Ermenistan-Türkiye arasında uzlaşı ihtimali: Güney Kafkasya'da sınırlı barış

Oğul Tuna Independent Türkçe için yazdı

Fotoğraf: AA

Haziran ayı sonunda oyların yüzde 54'ünü alarak tekrar Ermenistan'ın Başbakanı seçilen Nikol Paşinyan, 2 Eylül'de Erivan dahil hiçbir başkentin tanımadığı Dağlık Karabağ Cumhuriyeti'nin sözde bağımsızlığının 30. yıl dönümüne ilişkin bir mesaj yayımladı.

Ermeni tarafının "Artsah" olarak adlandırdığı bu yönetime dair mesaj, haleflerinin ve hatta Paşinyan'ın önceki mesajlarından farklı bir şekilde sona eriyordu:

Ekonomik ve bilimsel ilerleme için uygun koşullar sağlanmadıkça 21. yüzyılda ulusların hayatta kalamayacağını, rekabetçi olamayağını ve gelişemeyeceğini iyi anlıyoruz. 

Bu yüzden dış çevrenin istikrarı ve kalıcı barış bölgedeki bütün halklar için gerçekten de bir zorunluk hâline geliyor.

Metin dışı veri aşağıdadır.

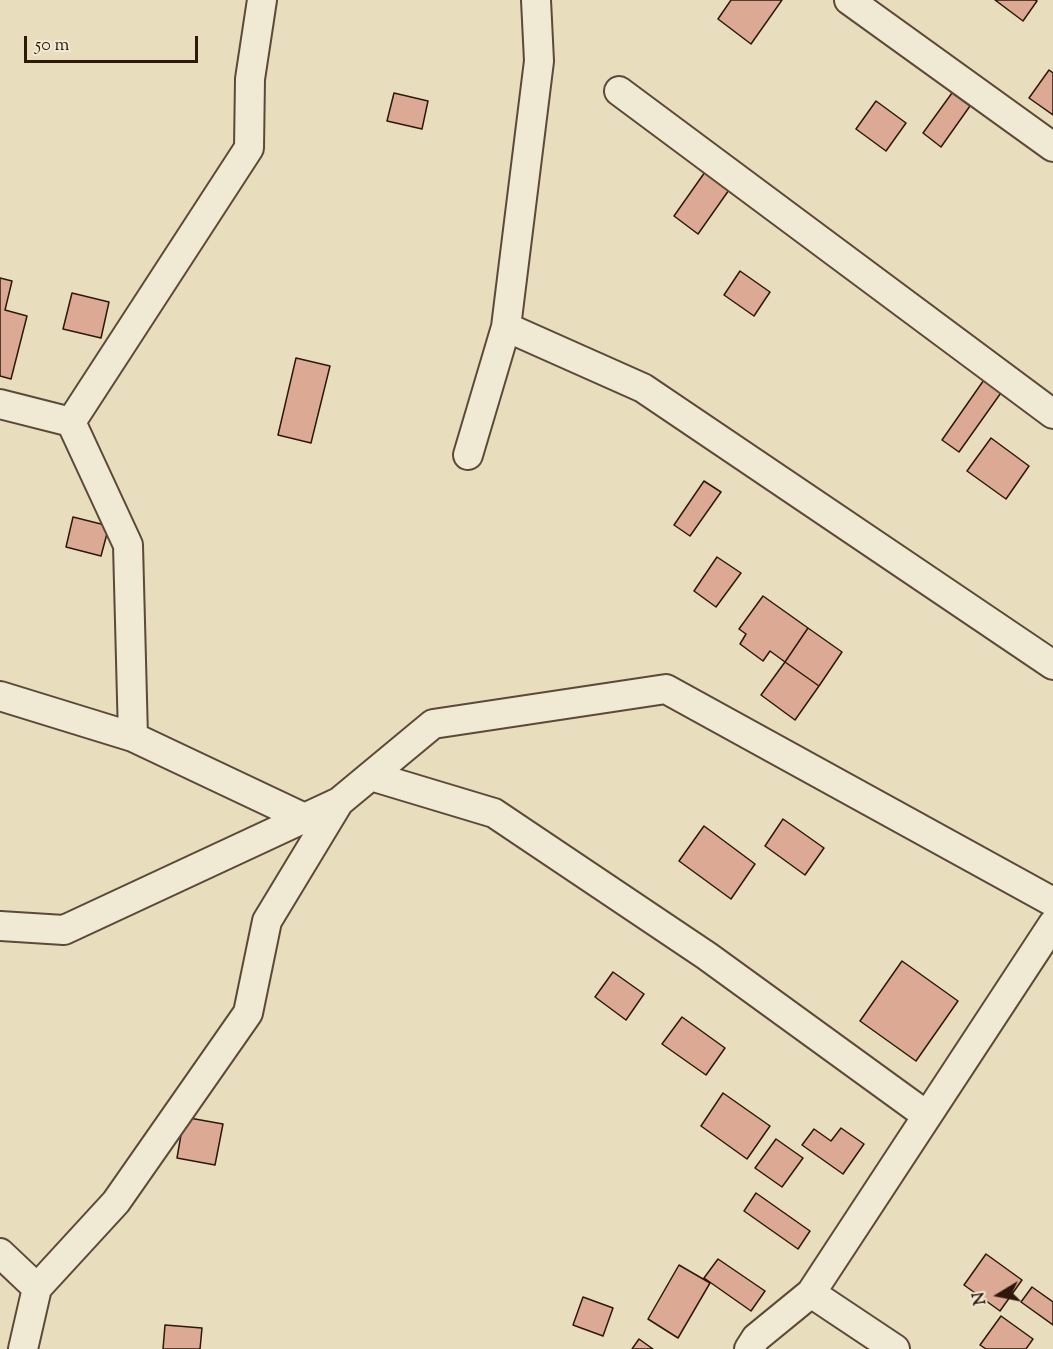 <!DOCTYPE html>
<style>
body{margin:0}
#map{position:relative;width:1053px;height:1349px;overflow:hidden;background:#e8ddbd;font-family:"Sorts Mill Goudy",serif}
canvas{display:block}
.north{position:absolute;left:969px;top:1265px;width:60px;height:60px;-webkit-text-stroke:4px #f0e9d4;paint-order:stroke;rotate:260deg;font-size:16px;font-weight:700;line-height:24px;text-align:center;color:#2d180a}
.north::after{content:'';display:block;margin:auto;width:21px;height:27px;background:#2d180a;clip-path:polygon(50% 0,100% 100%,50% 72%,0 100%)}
.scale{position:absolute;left:24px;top:36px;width:174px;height:27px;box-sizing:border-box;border:3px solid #2d180a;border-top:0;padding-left:8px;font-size:18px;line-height:21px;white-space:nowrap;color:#2d180a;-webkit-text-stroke:4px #f0e9d4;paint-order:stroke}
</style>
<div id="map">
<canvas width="1053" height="1349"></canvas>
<div class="north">N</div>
<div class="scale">50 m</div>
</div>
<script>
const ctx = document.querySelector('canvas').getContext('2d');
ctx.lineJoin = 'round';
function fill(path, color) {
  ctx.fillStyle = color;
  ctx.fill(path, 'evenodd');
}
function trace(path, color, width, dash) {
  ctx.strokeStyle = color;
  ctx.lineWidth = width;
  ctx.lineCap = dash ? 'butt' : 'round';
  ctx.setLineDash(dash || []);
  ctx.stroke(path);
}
const building = new Path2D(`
 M731,0h51l-31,44 -33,-25z
 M995,0h40l2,1 -14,20z
 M1049,70l4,3v42l-24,-17z
 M394,93l34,8 -6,28 -35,-8z
 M952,93l18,13 -29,41 -18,-14z
 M876,101l30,22 -20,28 -30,-22z
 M705,172l24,18 -31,44 -24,-18z
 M740,271l30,21 -16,24 -30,-21z
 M0,278l12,3 -7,29 22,6 -16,63 -11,-3z
 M72,293l37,9 -8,36 -38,-9z
 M296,358l34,8 -19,77 -33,-8z
 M986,377l17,13 -44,62 -17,-12z
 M991,438l38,28 -23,33 -39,-28z
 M704,481l17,11 -31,44 -16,-11z
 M73,517l36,9 -8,30 -35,-9z
 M717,557l24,16 -25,34 -22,-16z
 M763,596l45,32 -23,34 -15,-11 -7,10 -23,-17 6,-10 -7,-5z
 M808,628l34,24 -23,34 -34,-24z
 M785,662l34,24 -24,34 -34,-25z
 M783,819l41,29 -19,27 -40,-29z
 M704,826l51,38 -24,35 -52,-38z
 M902,961l56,40 -42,60 -56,-40z
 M613,972l31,22 -18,26 -31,-23z
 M682,1017l43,31 -19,27 -44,-31z
 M723,1093l47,33 -23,33 -46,-33z
 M184,1117l39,7 -8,41 -38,-7z
 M841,1128l23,16 -21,30 -41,-29 12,-16 17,12z
 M776,1139l27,19 -21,29 -27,-19z
 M756,1193l54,38 -12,18 -54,-38z
 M986,1254l36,26 -22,31 -36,-26z
 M718,1259l47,32 -14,20 -47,-33z
 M679,1265l31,18 -32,55 -30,-19z
 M1032,1287l21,15v23l-32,-23z
 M583,1297l30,11 -10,28 -30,-11z
 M1001,1316l32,23 -7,10h-40l-6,-4z
 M165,1325l37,3 -2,21h-37z
 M639,1339l14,10h-21z`);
const minor = new Path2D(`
 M849,0l204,147
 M619,91l434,323
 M506,327l137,61 410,277
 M0,404l71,18
 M468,455l38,-128 33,-266 -3,-61
 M0,696l133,41 184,87
 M133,737l-5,-192 -57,-123 178,-274 1,-69 12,-79
 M371,776l123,37 213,143 219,159
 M0,926l64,4 275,-128 94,-78 233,-35 387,213
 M0,1253l37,35
 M811,1293l84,56
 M23,1349l14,-61 79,-86 132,-189 19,-92 72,-119
 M749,1349l7,-11 55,-45 242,-369`);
fill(building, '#dcaa94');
trace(building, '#2d180a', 1.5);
trace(minor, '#5c4937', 32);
trace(minor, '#f0e9d4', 28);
</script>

Azerbaycan Dışişleri Bakanlığı, mesajdaki pek çok noktayı "Ermeni resmî makamları Azerbaycan topraklarında ayrılıkçılığı teşvik ediyor" diyerek uluslararası hukuk ve iç hukuk çerçevesinde kınadı.

Paşinyan, geçen sene Ermenistan ve Artsah'ın "bağımsızlık" gününü tek bir mesajla kutlamış ve hemen ertesinde kırk dört günlük İkinci Karabağ Savaşı başlamıştı. 2019'daki mesajı ise ayrıydı; fakat kahramanlık vurgularıyla doluydu. 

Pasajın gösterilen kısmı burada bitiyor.